▶ Task input
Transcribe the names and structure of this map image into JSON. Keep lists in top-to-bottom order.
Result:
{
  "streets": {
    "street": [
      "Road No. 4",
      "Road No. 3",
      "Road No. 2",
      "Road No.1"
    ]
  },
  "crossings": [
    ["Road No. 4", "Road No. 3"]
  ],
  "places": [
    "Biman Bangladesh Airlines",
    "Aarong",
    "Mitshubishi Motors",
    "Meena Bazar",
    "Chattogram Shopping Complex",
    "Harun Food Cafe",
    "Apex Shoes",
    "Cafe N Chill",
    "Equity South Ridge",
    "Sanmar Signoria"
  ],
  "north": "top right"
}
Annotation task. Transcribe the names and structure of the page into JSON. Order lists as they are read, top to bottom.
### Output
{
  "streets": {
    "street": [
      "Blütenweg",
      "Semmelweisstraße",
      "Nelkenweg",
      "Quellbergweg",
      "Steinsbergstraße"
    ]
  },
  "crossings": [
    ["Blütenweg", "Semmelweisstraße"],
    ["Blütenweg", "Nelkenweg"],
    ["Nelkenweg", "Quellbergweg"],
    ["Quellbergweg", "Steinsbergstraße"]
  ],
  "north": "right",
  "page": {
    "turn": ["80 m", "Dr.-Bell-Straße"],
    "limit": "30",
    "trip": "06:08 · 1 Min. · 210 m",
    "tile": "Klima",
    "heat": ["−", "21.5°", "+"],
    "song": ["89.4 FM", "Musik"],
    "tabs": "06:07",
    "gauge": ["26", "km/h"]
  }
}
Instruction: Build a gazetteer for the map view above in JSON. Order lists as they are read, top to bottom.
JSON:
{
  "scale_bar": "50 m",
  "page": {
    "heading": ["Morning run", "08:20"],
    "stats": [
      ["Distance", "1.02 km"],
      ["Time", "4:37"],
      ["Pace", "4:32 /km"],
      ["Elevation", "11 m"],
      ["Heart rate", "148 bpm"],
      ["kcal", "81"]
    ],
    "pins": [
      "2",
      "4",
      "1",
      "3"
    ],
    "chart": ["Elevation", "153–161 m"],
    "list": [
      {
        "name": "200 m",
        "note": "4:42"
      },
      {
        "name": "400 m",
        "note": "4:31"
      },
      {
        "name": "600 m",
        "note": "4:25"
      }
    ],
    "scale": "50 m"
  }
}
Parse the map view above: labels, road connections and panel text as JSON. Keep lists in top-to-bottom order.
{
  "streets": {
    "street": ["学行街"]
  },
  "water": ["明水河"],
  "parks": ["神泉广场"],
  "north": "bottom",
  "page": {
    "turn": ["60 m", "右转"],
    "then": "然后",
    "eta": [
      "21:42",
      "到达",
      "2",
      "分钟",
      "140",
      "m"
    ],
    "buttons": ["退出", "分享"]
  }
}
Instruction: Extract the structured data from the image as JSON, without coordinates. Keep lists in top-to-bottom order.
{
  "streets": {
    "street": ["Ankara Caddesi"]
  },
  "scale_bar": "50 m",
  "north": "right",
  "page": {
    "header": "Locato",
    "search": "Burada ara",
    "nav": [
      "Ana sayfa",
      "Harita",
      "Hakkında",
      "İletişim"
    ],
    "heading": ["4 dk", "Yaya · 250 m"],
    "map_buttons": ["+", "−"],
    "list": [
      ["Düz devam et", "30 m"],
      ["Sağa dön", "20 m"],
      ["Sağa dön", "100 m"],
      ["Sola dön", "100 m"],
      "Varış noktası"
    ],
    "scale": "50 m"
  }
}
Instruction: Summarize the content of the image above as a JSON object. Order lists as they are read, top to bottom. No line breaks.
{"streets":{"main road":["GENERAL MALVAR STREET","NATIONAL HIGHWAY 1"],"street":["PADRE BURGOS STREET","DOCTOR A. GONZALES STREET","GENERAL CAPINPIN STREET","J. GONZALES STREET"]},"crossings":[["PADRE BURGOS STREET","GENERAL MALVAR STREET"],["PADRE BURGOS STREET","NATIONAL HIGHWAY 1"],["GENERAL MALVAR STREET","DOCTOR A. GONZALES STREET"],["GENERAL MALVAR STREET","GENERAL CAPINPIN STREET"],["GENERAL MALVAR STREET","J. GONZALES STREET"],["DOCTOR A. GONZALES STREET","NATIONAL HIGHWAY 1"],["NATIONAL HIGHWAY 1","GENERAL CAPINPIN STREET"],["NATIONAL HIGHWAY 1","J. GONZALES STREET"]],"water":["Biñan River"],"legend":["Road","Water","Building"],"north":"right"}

▶ What to do
The answer should consist of every line above in which "names" appears.

▶ Answer
Transcribe the names and structure of this map image into JSON. Keep lists in top-to-bottom order.
Annotation task. Transcribe the names and structure of the page into JSON. Order lists as they are read, top to bottom.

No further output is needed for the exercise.